Input material Start Marker
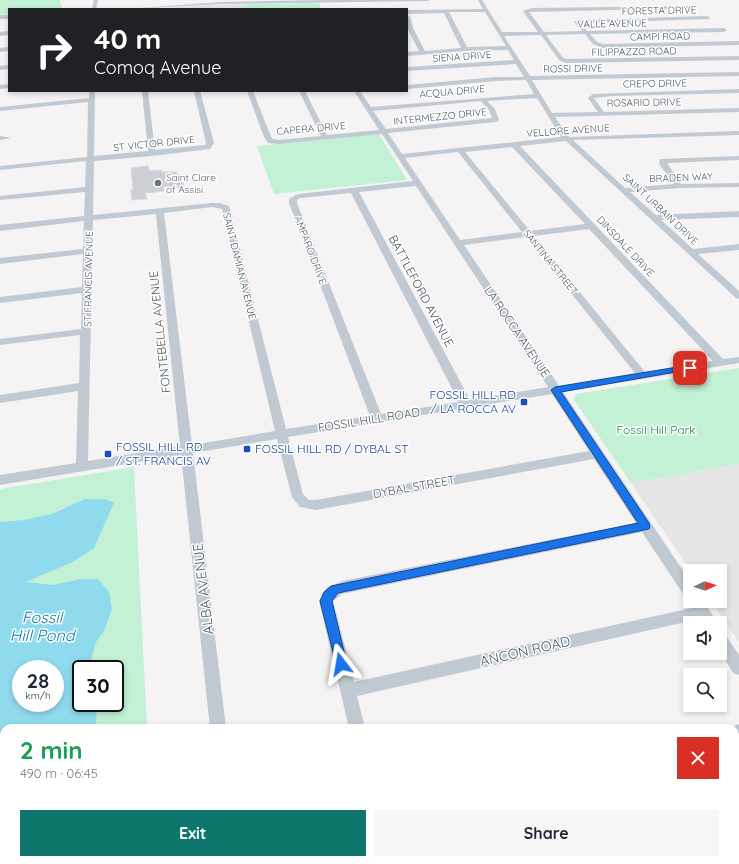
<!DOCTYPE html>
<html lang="en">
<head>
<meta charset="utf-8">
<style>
  :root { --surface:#fff; --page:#f6f6f7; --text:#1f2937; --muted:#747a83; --accent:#0f766e }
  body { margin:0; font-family:Quicksand,sans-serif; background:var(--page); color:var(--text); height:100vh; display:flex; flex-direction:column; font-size:15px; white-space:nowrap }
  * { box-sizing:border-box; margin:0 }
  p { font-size:13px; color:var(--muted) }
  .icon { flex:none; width:22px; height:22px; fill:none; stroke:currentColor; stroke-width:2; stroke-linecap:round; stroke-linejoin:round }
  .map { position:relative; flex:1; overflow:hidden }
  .sheet { position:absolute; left:0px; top:724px; width:739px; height:140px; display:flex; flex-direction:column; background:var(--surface); border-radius:12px 12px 0 0; box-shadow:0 2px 6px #0003 }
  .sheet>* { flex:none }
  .banner { position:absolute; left:8px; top:8px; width:400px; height:84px; border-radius:0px; box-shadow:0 2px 6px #0003; background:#202124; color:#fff; overflow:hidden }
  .needle { width:26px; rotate:86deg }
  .buttons { position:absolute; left:683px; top:564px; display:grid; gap:8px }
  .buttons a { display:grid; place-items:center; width:44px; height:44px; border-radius:0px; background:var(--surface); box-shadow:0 2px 6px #0003; font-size:20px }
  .speed { position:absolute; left:12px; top:660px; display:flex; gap:8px; font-size:20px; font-weight:700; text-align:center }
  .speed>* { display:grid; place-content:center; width:52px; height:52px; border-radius:50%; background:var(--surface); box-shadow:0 2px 6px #0003; line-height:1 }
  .speed small { font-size:10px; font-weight:400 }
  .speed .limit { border:2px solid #111; border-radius:6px; background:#fff; color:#111 }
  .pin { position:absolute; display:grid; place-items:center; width:34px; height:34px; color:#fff; margin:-17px; border-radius:8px; box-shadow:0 2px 6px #0006 }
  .me { position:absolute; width:44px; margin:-22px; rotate:346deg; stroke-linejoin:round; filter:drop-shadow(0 0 3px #0008) }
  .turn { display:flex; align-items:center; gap:14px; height:84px; padding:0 20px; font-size:18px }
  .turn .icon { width:52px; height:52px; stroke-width:2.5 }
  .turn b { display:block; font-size:28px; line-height:34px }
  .round { display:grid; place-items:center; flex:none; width:42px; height:42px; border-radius:0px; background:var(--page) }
  .headline { display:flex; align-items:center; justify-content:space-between; height:68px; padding:0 20px }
  h1 { font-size:24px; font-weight:700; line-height:30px; color:#1e9e55 }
  .button { display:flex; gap:8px; margin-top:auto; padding:8px 20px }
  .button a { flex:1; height:46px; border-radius:0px; background:var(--accent); color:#fff; font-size:16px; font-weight:700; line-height:46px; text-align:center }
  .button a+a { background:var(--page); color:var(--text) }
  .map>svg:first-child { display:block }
  .education { fill:#e6e4e5 }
  .green { fill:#c3f1d5; fill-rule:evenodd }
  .water { fill:#90daee; fill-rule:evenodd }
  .building { fill:#cdcfd5; stroke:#d7d9de }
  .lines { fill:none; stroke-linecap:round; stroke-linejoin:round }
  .minor { fill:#c1cad2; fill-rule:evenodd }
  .route { fill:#1a73e8; stroke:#114b97 }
  .worship-dot { fill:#6b7280; stroke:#fff; stroke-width:1.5 }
  .transit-dot { fill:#1a4fb4; stroke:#fff; stroke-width:1.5 }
  .labels { text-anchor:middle; stroke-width:3; stroke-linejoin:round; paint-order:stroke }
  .far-street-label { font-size:10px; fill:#4a5661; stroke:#fff }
  .far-worship-label { font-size:10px; fill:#5b616d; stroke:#fff; text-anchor:start }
  .street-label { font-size:12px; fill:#4a5661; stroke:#fff }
  .transit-label { font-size:12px; fill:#164399; stroke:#fff; text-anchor:start }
  .park-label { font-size:12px; fill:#17864f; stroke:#fff }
  .near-street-label { font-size:14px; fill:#4a5661; stroke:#fff }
  .near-water-label { font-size:16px; font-style:italic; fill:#0c7c9b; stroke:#fff }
</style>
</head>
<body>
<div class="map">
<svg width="739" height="864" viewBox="0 0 739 864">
  <rect width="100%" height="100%" fill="#f5f3f3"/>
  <path class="education" d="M246,4l-2,5 -77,-1 42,-3z
    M739,464v178l-28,-41h9v-30h-29l-60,-88z"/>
  <path class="green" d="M0,0h60l2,9h-53v5l-9,1z
    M316,3l4,1v5h-76l2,-5z
    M379,134l28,46 -133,14 -17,-48z
    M739,368v96l-108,19 -57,-83 2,-6z
    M134,467l13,261h-143v132h149v4h-153v-375zM21,669h34v34h-34zM81,669h34v34h-34z"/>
  <path class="water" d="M85,499h20l9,4 -20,45 -23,15 -46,19 28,3 27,-6h18l11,13 3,17 -8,22 -8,11 -5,17 7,10h-17v34h16l-1,25h-92v132h89v4h-93v-342l24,-2 28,-6zM21,669h34v34h-34z"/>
  <path class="building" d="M148,166l1,5 12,-1 1,2h15v2l4,2 3,10 -10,3 -10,-3v5l-19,2 2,6 -15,1 -1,-10 2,-1 -2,-21z"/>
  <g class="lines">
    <path class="minor" d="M94,0h4l-2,9h-4z
      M327,0h103l-2,1 -208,3 -91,5 91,-7z
      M478,0h4l20,32h36l-15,-21 9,-3 161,-2 2,2 -166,4 15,20 38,-1 -8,-9 3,-2 131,-4 2,3 -129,4 6,8 137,-3 3,2 -3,2 -134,2 7,8 6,2 136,-3v4l-137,3 -9,-4 -8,-10 -39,1 17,23 4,1 172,-3v4l-173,3 -7,-3 -18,-25 -37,1 26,40 209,-4v4l-207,4 20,33 46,-1 -10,-14 5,-4 146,-5v4l-126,3 -19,2 10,14 135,-4v4l-184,5 14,20 170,-6v4l-166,5 52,48 49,-4 -15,-20 1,-5 79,-3v4l-72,3 14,21 58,-1v4l-60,1 -49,4 26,23 83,-4v6l-78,3 32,29 46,-5v6l-41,4 41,37v8l-3,-1 -170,-157 -46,5 203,213 16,-2v6l-176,29 127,189v20h13l15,22h-16l-3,-4 -342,77 8,32h-16l-30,-127 8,-13 15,-7 294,-58 -42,-64 -278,51 -16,-3 -8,-10 -15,-58 -84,14 33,275h-16l-29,-273 -181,30v-10l76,-12 2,-72 -78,12v-8l79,-12 1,-48 -80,10v-6l81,-10 1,-36 -82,10v-6l82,-10 1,-33 -83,10v-6l83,-9 1,-28 -84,10v-6l84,-9 1,-24 -85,8v-4l85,-9 1,-26 -86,9v-4l87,-9 1,-55 -88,9v-4l89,-9v-7h6l-1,65 54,-5 -6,-60h6l7,59 50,-5 1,-2 -12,-52h6l14,52 -4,6 -58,7 -58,5 -1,54 119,-12h8l9,3 57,223 84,-13 -81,-213v-4l9,-5 115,-13 -31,-47 -104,10 -10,-1 -4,-6 -17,-46h6l18,46 2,2 5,1 43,-4 -22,-45h6l22,44 52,-5 -25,-39h6l11,16 163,-13 -8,-14 -30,1 -89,8v-4l89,-8h28l-8,-13 -109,7v-4l107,-7 -6,-10 -43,1 -58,5v-4l12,-1 -12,-23v-13l3,2 3,11 12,23 36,-3 -17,-35 -37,1v-4l76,-1zM449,12h36l21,34 -39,1zM537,98l24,39 -159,17 -14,-21 108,-11 3,-2 -4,-11 -8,-8zM481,101l8,9 3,8 -106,11 -13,-18zM512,147l73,77 -55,7 -65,-79zM458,152l64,80 -62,8 -55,-82zM416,186l132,201 -78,13 -111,-208zM351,193l108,209 -78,12 -84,-211v-3l3,-2zM212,207l10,2 53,222 -83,14 -28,-232zM156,214l24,232 -92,15 5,-241zM589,229l124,132 -68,11 -111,-136zM526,237l109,136 -76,13 -95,-141zM552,394l37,57 -273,49h-7l-6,-6 -15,-57zM642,532l43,65 4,2 -1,2 4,7 -338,74 -21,-81 9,-7z
      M0,15h9v4h-9z
      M9,31v4l-9,1v-4z
      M9,47v4l-9,1v-4z
      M9,65v4l-9,1v-4z
      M9,84v4l-9,1v-4z
      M0,136l11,2 -11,2z
      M720,632l5,2 14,21v20l-6,-2 -13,-21z
      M739,724v16l-4,1v-13h-6z
      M224,860h20v4h-20z
      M381,860h20l1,4h-20z"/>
  </g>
  <path class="route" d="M690,365l3,1v3l-132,23 88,131 1,3 -1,3 -311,64 -6,8 15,63 -2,4 -4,1 -4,-1 -17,-67 4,-9 7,-6 307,-63 -87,-133 4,-3z"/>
  <circle class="worship-dot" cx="158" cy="183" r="4"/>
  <g class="transit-dot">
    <rect x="520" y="398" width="8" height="8" rx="2"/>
    <rect x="243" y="445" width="8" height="8" rx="2"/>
    <rect x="104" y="450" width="8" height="8" rx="2"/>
  </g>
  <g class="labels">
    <g class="far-street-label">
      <text transform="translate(659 10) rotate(-1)" y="4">FORESTA DRIVE</text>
      <text transform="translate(612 23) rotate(-1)" y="4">VALLE AVENUE</text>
      <text transform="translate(660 36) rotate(-1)" y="4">CAMPI ROAD</text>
      <text transform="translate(634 51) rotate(-1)" y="4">FILIPPAZZO ROAD</text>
      <text transform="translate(462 56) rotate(-4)" y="4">SIENA DRIVE</text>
      <text transform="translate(573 68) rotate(-1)" y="4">ROSSI DRIVE</text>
      <text transform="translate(655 83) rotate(-1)" y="4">CREPO DRIVE</text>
      <text transform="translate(452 91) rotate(-5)" y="4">ACQUA DRIVE</text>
      <text transform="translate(644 102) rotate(-1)" y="4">ROSARIO DRIVE</text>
      <text transform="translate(440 116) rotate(-6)" y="4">INTERMEZZO DRIVE</text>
      <text transform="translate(311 128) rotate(-5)" y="4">CAPERA DRIVE</text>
      <text transform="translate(568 130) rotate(-4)" y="4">VELLORE AVENUE</text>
      <text transform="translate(154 143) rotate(-6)" y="4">ST VICTOR DRIVE</text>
      <text transform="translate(681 177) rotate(-2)" y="4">BRADEN WAY</text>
      <text transform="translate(661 209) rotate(43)" y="4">SAINT URBAIN DRIVE</text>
      <text transform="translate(626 246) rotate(47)" y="4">DINSDALE DRIVE</text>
      <text transform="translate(311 250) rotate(69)" y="4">AMPARO DRIVE</text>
      <text transform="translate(551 262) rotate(51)" y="4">SANTINA STREET</text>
      <text transform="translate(240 266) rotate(76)" y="4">SAINT DAMIAN AVENUE</text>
      <text transform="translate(88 279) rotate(-89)" y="4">ST FRANCIS AVENUE</text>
    </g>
    <g class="far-worship-label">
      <text x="166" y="181">Saint Clare<tspan x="166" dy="12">of Assisi</tspan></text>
    </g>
    <g class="street-label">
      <text transform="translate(421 291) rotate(62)" y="4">BATTLEFORD AVENUE</text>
      <text transform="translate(160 332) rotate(-96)" y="4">FONTEBELLA AVENUE</text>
      <text transform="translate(517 332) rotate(56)" y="4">LA ROCCA AVENUE</text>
      <text transform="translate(369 420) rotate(-9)" y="4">FOSSIL HILL ROAD</text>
      <text transform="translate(414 487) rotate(-10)" y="4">DYBAL STREET</text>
    </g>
    <g class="transit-label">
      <text x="516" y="399" text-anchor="end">FOSSIL HILL RD<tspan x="516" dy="14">/ LA ROCCA AV</tspan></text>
      <text x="116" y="451">FOSSIL HILL RD<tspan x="116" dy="14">/ ST. FRANCIS AV</tspan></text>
      <text x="255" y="453">FOSSIL HILL RD / DYBAL ST</text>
    </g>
    <g class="park-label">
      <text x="656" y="434">Fossil Hill Park</text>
    </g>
    <g class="near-street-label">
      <text transform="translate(203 589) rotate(-97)" y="5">ALBA AVENUE</text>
      <text transform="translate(525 651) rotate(-13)" y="5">ANCON ROAD</text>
    </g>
    <g class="near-water-label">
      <text x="42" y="623">Fossil<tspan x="42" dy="18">Hill Pond</tspan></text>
    </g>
  </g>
</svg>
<div class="buttons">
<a><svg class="needle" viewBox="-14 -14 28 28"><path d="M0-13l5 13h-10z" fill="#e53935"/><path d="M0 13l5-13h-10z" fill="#747a83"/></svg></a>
<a><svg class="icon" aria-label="sound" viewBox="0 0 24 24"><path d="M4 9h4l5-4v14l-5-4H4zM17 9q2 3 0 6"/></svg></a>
<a><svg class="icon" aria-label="search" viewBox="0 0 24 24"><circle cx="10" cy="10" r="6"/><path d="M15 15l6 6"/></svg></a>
</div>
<div class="speed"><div>28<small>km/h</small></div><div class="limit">30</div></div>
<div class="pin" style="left:690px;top:368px;background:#d93025"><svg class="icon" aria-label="arrive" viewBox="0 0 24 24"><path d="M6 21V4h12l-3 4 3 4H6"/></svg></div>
<svg class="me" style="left:341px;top:664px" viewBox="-20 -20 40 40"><path d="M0-17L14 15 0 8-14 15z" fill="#1a73e8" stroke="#fff" stroke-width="4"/></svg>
<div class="banner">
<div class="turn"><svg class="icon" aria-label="right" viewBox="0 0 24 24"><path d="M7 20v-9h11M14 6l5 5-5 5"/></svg><div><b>40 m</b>Comoq Avenue</div></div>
</div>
<section class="sheet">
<div class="headline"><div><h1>2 min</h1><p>490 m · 06:45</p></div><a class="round" style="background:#d93025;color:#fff"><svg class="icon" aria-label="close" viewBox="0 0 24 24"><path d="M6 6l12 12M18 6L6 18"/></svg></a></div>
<div class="button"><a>Exit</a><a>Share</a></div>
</section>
</div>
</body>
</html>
Input material End Marker
## Work item
Scan the listing and report each line where the word "column" shows up.

## Response
  body { margin:0; font-family:Quicksand,sans-serif; background:var(--page); color:var(--text); height:100vh; display:flex; flex-direction:column; font-size:15px; white-space:nowrap }
  .sheet { position:absolute; left:0px; top:724px; width:739px; height:140px; display:flex; flex-direction:column; background:var(--surface); border-radius:12px 12px 0 0; box-shadow:0 2px 6px #0003 }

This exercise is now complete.